■ **Exercise material**
▼

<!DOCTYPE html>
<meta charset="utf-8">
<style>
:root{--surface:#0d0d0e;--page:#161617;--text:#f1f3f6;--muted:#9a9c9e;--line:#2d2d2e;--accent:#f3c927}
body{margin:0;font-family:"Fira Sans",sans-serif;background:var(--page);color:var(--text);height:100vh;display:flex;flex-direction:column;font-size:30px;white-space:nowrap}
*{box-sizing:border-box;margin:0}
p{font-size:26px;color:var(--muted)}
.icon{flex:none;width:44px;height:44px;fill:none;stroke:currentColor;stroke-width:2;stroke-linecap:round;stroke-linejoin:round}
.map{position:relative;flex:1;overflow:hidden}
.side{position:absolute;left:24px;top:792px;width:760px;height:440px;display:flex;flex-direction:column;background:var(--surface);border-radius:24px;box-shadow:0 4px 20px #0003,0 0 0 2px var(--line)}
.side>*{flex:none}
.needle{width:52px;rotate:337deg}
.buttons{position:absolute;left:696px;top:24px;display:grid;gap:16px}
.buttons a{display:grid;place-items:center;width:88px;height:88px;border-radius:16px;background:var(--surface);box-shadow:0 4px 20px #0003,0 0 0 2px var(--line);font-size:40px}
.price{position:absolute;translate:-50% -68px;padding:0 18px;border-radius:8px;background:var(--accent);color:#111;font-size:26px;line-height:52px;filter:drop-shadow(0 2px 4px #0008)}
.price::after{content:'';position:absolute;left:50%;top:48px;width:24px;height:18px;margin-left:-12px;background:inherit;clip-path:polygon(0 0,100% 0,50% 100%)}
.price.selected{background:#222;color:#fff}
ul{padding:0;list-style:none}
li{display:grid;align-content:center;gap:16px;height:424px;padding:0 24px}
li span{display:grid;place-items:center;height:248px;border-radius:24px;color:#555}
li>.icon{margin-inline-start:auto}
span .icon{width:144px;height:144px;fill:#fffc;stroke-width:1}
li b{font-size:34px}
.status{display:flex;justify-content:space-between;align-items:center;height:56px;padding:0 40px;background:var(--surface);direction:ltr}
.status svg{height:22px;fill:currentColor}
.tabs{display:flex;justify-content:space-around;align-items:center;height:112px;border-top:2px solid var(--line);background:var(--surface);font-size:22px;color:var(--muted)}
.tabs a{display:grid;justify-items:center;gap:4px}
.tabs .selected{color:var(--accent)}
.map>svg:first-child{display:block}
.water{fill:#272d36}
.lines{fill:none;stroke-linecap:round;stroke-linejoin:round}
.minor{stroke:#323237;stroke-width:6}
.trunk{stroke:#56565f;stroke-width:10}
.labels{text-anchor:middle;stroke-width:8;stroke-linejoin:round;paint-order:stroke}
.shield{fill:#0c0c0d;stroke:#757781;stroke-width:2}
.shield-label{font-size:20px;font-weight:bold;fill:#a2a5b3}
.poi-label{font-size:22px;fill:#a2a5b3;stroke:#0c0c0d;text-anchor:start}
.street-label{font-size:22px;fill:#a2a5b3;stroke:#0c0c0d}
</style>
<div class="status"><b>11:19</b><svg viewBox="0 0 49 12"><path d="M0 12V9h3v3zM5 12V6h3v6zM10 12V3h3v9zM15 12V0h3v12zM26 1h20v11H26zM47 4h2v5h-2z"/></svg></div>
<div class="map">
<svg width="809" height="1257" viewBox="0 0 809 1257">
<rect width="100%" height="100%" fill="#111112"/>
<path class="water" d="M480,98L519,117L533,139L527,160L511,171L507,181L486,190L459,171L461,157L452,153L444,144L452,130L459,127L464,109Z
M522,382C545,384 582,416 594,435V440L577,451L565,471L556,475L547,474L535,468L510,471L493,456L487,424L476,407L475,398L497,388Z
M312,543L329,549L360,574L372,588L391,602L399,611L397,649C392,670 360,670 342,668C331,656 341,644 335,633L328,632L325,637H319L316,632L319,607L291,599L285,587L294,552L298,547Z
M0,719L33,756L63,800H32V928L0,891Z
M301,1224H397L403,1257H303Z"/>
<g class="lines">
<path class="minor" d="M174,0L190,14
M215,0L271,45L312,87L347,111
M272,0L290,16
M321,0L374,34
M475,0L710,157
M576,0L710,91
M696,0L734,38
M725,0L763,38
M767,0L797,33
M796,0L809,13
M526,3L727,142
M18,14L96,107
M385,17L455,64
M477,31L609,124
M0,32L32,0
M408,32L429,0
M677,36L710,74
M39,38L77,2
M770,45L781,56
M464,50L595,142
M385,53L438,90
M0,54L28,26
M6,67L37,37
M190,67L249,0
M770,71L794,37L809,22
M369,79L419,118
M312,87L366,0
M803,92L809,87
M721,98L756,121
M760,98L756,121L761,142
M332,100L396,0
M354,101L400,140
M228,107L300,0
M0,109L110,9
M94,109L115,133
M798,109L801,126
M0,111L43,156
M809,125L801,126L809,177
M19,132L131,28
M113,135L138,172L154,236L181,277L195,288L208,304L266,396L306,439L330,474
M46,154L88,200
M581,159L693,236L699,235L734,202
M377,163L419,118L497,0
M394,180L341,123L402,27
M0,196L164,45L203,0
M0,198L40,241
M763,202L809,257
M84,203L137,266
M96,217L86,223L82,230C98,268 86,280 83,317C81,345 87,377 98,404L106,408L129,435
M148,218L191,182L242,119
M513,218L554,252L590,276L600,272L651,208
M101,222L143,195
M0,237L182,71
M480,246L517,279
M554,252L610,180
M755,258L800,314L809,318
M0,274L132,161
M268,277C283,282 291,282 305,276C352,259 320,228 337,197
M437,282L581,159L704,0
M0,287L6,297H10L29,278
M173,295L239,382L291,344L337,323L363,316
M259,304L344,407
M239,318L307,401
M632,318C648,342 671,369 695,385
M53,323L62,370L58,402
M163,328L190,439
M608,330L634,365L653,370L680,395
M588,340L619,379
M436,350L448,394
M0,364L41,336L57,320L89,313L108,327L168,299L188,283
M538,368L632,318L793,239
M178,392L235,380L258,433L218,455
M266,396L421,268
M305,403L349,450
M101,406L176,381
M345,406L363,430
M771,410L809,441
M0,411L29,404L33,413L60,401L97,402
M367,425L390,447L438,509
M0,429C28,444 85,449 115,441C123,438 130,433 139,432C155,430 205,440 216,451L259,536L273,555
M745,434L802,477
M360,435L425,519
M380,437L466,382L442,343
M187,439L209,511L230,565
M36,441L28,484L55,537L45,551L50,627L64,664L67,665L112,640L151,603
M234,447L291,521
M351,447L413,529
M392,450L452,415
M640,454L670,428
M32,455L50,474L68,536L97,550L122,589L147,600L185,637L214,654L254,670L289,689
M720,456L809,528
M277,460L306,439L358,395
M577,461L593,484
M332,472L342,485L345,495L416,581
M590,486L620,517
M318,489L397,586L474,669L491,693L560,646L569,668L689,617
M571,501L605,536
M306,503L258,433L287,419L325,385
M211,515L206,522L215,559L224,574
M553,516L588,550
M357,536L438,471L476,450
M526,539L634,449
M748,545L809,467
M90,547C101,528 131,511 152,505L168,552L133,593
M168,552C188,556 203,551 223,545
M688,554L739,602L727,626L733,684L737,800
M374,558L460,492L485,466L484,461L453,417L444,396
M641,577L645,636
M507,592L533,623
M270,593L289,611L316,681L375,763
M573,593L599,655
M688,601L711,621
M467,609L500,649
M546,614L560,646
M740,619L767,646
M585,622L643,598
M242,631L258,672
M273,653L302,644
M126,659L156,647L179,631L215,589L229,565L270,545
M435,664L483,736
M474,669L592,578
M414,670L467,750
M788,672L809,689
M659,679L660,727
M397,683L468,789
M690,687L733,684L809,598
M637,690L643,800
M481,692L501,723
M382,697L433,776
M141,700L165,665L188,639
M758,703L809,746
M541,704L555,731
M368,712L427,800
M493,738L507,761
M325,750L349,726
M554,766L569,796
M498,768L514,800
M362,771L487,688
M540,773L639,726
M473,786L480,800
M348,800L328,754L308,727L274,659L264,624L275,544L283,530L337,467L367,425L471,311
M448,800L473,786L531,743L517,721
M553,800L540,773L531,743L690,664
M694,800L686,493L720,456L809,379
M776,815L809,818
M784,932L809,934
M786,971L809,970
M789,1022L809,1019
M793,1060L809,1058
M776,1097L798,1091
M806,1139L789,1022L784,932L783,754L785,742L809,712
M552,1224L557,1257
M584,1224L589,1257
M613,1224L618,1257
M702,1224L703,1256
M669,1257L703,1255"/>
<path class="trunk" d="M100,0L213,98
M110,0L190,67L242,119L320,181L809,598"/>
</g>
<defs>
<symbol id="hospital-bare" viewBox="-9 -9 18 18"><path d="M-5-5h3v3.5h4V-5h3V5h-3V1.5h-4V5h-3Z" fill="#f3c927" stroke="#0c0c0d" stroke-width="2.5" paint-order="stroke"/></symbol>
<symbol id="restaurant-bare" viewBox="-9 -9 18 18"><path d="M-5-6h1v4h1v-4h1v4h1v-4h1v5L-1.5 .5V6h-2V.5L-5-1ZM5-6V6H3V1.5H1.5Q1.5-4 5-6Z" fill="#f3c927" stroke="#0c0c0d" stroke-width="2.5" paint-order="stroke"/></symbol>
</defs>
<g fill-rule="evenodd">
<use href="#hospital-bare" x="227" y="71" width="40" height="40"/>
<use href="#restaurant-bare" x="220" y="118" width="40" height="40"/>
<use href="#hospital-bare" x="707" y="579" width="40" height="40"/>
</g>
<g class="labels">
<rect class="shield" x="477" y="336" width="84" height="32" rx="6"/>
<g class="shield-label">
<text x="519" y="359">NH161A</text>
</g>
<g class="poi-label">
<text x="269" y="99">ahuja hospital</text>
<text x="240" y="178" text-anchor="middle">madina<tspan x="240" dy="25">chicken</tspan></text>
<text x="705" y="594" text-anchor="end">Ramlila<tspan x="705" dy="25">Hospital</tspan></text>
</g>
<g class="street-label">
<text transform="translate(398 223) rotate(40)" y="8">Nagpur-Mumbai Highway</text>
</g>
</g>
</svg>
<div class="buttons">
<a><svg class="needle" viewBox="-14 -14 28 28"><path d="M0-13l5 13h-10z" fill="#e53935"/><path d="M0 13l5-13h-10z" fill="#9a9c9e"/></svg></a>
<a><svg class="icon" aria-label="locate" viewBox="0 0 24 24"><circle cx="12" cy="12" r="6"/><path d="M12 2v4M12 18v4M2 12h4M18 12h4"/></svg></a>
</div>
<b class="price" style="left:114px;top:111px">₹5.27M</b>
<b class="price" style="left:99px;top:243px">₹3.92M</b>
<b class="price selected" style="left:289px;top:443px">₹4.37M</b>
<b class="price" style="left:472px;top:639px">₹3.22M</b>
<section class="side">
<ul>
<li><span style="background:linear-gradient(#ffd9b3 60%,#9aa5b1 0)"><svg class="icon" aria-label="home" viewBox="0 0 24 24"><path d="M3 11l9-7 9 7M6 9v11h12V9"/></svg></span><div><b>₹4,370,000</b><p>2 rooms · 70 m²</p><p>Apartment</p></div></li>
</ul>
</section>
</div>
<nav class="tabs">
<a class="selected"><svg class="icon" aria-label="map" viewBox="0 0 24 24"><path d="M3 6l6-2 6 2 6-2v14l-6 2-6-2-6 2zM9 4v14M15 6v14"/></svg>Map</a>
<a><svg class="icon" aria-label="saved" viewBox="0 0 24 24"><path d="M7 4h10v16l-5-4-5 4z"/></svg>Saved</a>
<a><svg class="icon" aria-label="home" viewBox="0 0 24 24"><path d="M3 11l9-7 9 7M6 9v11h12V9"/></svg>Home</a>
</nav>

▲
▼

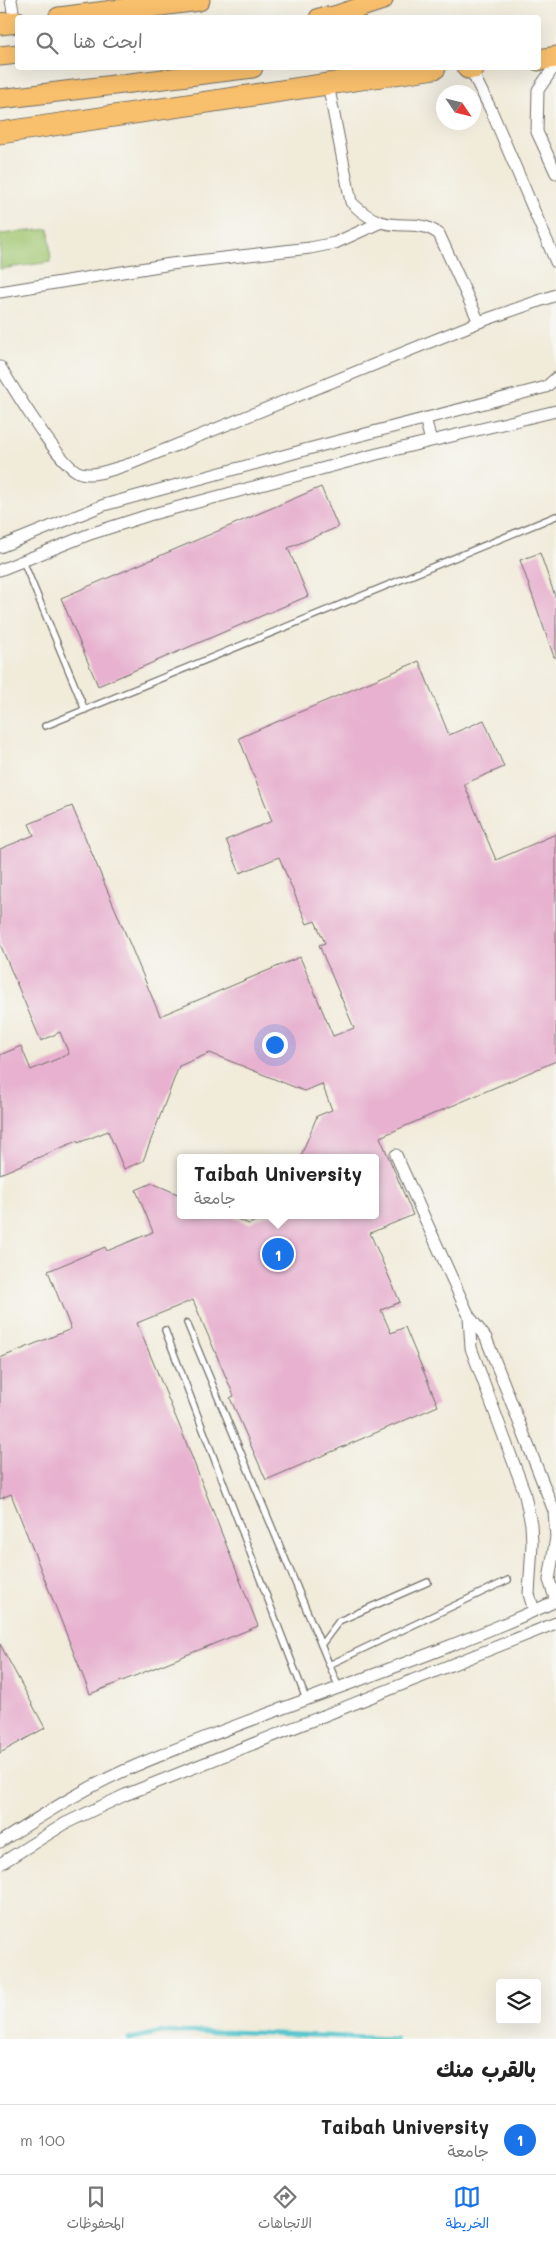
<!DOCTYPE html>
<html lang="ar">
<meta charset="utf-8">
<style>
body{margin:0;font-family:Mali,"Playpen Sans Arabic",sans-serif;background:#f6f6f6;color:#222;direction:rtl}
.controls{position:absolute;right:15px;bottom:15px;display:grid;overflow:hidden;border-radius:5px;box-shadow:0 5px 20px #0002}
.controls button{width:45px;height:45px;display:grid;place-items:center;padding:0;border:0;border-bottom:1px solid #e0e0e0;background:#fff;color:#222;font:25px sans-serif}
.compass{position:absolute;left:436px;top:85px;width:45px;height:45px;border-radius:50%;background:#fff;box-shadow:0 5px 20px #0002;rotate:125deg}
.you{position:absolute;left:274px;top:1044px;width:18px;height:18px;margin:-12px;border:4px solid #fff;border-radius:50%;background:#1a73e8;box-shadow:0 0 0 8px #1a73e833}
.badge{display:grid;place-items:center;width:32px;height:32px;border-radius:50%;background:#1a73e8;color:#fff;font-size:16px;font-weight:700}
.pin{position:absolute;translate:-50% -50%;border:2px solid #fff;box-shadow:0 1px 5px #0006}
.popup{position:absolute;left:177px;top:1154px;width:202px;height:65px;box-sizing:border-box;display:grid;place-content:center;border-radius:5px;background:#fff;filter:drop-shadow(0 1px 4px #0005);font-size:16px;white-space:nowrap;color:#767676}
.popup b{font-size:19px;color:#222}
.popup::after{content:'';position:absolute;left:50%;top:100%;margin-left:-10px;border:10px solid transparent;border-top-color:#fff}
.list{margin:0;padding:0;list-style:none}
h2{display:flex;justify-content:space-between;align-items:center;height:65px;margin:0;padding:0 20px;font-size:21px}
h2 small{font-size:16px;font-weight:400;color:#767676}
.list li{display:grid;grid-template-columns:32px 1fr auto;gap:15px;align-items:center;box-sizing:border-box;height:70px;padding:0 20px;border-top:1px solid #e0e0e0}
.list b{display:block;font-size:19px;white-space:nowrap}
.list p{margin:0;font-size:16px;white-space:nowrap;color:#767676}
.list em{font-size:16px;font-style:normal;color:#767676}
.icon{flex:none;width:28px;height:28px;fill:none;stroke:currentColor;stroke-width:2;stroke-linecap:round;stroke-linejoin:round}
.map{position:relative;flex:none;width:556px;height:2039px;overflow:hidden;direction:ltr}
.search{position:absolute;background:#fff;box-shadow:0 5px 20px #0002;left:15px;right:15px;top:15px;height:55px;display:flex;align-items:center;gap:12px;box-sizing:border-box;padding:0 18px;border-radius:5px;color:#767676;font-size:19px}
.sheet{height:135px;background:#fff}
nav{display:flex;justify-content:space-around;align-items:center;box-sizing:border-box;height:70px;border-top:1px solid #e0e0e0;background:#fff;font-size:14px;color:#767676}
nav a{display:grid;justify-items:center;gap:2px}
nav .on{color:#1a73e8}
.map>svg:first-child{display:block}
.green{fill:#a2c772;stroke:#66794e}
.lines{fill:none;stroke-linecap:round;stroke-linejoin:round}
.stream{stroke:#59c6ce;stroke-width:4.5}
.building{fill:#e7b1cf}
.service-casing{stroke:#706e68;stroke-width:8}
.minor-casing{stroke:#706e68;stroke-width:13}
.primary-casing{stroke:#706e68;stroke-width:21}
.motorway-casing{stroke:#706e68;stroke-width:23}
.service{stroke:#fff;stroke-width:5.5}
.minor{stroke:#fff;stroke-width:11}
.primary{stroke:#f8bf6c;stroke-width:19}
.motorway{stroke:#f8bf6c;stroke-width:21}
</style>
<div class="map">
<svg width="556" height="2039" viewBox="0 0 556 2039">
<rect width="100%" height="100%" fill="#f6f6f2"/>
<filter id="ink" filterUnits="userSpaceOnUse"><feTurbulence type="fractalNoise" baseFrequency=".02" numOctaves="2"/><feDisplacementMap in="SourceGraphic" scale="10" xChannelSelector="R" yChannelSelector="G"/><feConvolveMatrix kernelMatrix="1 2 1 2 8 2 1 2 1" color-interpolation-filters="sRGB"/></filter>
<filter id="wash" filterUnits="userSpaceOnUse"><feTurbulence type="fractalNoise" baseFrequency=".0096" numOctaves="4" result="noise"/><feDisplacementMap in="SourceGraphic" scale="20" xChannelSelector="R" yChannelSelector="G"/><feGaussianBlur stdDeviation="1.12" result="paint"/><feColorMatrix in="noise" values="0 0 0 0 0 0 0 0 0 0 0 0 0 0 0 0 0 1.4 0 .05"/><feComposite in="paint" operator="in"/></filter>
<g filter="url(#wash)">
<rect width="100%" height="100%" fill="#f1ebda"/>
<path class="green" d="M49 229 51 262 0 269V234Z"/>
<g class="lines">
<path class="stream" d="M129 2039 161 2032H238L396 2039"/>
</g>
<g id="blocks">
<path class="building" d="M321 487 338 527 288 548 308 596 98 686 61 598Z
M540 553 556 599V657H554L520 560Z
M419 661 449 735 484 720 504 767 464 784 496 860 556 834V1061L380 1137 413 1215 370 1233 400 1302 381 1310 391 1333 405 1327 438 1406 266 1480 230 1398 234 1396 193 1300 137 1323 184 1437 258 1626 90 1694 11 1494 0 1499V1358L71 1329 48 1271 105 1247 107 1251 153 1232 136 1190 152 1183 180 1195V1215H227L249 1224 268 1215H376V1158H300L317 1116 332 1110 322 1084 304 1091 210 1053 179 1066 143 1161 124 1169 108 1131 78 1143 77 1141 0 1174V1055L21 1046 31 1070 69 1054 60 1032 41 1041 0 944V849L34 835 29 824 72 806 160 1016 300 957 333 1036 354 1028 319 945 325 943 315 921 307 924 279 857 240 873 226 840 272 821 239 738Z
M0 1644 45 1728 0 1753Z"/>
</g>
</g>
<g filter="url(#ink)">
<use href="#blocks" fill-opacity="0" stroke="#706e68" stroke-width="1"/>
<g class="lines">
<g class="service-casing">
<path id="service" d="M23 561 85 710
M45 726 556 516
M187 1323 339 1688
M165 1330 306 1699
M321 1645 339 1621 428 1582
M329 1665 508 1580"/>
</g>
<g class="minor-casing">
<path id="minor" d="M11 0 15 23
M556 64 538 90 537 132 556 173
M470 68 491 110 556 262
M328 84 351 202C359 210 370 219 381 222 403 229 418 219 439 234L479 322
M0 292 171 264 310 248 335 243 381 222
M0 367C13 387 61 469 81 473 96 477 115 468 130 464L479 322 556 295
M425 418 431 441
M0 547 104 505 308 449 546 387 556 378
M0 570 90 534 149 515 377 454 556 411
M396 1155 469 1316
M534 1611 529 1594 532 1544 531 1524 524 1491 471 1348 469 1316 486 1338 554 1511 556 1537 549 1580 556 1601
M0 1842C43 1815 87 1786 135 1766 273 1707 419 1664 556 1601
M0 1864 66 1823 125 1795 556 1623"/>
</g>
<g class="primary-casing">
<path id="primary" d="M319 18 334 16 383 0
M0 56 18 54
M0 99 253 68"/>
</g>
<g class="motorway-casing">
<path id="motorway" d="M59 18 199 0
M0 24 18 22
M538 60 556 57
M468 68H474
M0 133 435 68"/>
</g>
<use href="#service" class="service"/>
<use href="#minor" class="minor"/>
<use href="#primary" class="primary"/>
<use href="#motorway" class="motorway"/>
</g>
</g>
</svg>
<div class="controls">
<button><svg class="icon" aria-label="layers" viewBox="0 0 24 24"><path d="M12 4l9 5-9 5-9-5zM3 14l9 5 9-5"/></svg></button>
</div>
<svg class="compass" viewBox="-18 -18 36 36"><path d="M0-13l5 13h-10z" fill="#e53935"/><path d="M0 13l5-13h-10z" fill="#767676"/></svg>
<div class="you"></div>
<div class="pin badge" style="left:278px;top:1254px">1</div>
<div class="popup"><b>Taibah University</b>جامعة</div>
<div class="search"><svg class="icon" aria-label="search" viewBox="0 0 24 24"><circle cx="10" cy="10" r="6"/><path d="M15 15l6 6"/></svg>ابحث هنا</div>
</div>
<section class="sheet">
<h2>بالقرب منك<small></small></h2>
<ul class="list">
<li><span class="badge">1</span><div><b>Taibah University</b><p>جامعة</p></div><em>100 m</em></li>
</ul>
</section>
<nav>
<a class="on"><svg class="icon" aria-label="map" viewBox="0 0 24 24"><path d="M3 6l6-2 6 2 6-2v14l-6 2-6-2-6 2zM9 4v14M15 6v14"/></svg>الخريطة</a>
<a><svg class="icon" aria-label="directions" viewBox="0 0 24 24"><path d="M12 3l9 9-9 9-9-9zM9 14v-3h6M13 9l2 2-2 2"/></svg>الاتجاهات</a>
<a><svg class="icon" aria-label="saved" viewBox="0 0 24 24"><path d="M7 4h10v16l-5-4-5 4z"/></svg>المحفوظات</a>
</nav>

▲

■ **Try it**
Across the records above, return every line that contains the word "after".

■ **Result for this exercise**
.price::after{content:'';position:absolute;left:50%;top:48px;width:24px;height:18px;margin-left:-12px;background:inherit;clip-path:polygon(0 0,100% 0,50% 100%)}
.popup::after{content:'';position:absolute;left:50%;top:100%;margin-left:-10px;border:10px solid transparent;border-top-color:#fff}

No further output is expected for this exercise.